* **Problem details**
Searching the material below, find each line that includes the word "Quick", and copy it.

* **Data provided**
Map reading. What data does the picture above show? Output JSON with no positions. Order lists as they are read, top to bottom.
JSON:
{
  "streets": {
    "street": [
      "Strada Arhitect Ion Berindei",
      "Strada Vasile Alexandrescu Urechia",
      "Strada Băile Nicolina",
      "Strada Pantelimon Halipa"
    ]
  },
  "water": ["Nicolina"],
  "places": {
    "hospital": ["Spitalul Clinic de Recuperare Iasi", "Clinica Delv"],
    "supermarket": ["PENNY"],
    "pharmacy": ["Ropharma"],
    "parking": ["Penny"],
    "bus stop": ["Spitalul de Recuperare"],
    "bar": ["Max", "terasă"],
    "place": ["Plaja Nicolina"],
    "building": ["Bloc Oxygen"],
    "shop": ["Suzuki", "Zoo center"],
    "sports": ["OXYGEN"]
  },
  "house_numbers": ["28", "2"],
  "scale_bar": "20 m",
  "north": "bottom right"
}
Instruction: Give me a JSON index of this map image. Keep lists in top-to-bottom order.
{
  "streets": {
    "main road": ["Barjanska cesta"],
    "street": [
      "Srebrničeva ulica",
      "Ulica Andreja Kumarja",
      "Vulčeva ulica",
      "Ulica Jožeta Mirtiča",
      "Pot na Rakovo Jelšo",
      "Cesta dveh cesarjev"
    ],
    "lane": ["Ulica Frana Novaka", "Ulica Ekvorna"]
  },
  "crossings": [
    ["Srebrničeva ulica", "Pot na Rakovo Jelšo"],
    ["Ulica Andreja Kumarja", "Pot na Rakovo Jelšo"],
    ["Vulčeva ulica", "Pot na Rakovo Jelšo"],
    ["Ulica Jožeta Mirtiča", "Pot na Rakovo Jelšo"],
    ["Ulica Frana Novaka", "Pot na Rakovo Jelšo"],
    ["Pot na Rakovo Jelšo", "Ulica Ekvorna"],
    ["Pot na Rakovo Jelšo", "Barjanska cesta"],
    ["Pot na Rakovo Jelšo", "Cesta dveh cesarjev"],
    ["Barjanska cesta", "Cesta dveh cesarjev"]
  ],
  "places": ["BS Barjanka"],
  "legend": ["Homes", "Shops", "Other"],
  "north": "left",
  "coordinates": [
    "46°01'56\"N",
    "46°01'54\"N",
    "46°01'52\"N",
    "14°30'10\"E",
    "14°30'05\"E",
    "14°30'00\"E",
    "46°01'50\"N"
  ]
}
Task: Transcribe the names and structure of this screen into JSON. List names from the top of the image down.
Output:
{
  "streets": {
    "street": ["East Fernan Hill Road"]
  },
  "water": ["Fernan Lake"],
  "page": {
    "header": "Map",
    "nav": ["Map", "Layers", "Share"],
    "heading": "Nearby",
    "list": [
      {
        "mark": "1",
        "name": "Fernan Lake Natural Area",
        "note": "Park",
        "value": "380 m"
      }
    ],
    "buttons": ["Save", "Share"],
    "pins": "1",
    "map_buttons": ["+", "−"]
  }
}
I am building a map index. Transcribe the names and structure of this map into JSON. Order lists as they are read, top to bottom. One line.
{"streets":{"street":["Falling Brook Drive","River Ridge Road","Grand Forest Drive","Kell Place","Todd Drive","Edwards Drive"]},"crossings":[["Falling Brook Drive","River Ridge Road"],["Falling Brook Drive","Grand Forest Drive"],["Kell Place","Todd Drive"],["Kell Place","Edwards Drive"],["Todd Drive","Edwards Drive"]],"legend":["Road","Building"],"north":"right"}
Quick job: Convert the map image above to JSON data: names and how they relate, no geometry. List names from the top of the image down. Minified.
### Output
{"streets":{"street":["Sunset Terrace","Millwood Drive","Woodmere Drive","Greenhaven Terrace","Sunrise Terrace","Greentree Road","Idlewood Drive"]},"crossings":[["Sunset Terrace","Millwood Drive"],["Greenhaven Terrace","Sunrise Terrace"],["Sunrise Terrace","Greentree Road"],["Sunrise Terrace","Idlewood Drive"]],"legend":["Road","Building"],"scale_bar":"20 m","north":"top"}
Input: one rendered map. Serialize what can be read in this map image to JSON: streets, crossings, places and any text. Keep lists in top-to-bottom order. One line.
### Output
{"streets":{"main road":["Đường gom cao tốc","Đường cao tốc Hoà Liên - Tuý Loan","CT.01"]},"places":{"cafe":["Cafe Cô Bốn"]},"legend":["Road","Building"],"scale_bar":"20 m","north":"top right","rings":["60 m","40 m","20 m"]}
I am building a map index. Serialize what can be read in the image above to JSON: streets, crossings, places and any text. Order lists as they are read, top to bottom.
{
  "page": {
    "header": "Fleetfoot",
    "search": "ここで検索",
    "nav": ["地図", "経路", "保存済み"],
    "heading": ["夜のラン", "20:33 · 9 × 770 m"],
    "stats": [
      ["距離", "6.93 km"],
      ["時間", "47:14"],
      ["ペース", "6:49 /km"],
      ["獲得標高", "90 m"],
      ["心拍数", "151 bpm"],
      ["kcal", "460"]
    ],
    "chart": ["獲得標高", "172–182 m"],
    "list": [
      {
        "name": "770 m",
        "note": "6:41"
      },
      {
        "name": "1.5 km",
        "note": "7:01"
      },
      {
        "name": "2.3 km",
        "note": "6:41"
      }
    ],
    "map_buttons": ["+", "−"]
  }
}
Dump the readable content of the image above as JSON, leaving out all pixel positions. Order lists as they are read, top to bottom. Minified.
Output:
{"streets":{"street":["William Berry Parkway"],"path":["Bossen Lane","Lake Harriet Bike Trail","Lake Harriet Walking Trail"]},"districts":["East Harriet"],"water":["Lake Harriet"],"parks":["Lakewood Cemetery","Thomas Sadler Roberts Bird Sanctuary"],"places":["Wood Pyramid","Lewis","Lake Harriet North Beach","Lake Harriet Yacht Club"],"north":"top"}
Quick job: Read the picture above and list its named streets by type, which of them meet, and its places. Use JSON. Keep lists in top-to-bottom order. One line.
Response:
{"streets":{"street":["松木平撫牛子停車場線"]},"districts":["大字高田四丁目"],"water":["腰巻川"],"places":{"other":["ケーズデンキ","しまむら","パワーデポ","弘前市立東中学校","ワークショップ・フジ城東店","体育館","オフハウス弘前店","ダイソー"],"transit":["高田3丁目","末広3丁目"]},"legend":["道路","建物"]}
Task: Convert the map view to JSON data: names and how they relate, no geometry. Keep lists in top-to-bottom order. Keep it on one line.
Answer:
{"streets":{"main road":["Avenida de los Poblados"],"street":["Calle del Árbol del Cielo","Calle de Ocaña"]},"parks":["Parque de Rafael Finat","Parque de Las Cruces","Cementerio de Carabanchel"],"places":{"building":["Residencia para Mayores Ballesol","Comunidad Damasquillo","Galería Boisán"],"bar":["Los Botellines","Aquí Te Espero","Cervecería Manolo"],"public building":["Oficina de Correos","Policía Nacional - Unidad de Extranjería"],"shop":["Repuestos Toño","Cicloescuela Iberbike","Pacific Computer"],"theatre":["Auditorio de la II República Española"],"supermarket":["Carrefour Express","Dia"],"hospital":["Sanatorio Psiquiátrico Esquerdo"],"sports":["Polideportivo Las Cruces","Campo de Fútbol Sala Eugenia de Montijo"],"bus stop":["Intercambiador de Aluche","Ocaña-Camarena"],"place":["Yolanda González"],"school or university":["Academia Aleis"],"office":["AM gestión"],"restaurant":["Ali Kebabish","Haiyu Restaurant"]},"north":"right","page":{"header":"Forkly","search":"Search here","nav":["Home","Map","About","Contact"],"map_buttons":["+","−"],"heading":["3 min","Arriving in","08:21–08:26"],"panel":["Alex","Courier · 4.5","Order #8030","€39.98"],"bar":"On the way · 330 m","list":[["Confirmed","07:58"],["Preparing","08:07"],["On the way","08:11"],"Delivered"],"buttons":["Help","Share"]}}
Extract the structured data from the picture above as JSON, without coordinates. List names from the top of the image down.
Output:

* **Answer below**
Quick job: Convert the map image above to JSON data: names and how they relate, no geometry. List names from the top of the image down. Minified.
Quick job: Read the picture above and list its named streets by type, which of them meet, and its places. Use JSON. Keep lists in top-to-bottom order. One line.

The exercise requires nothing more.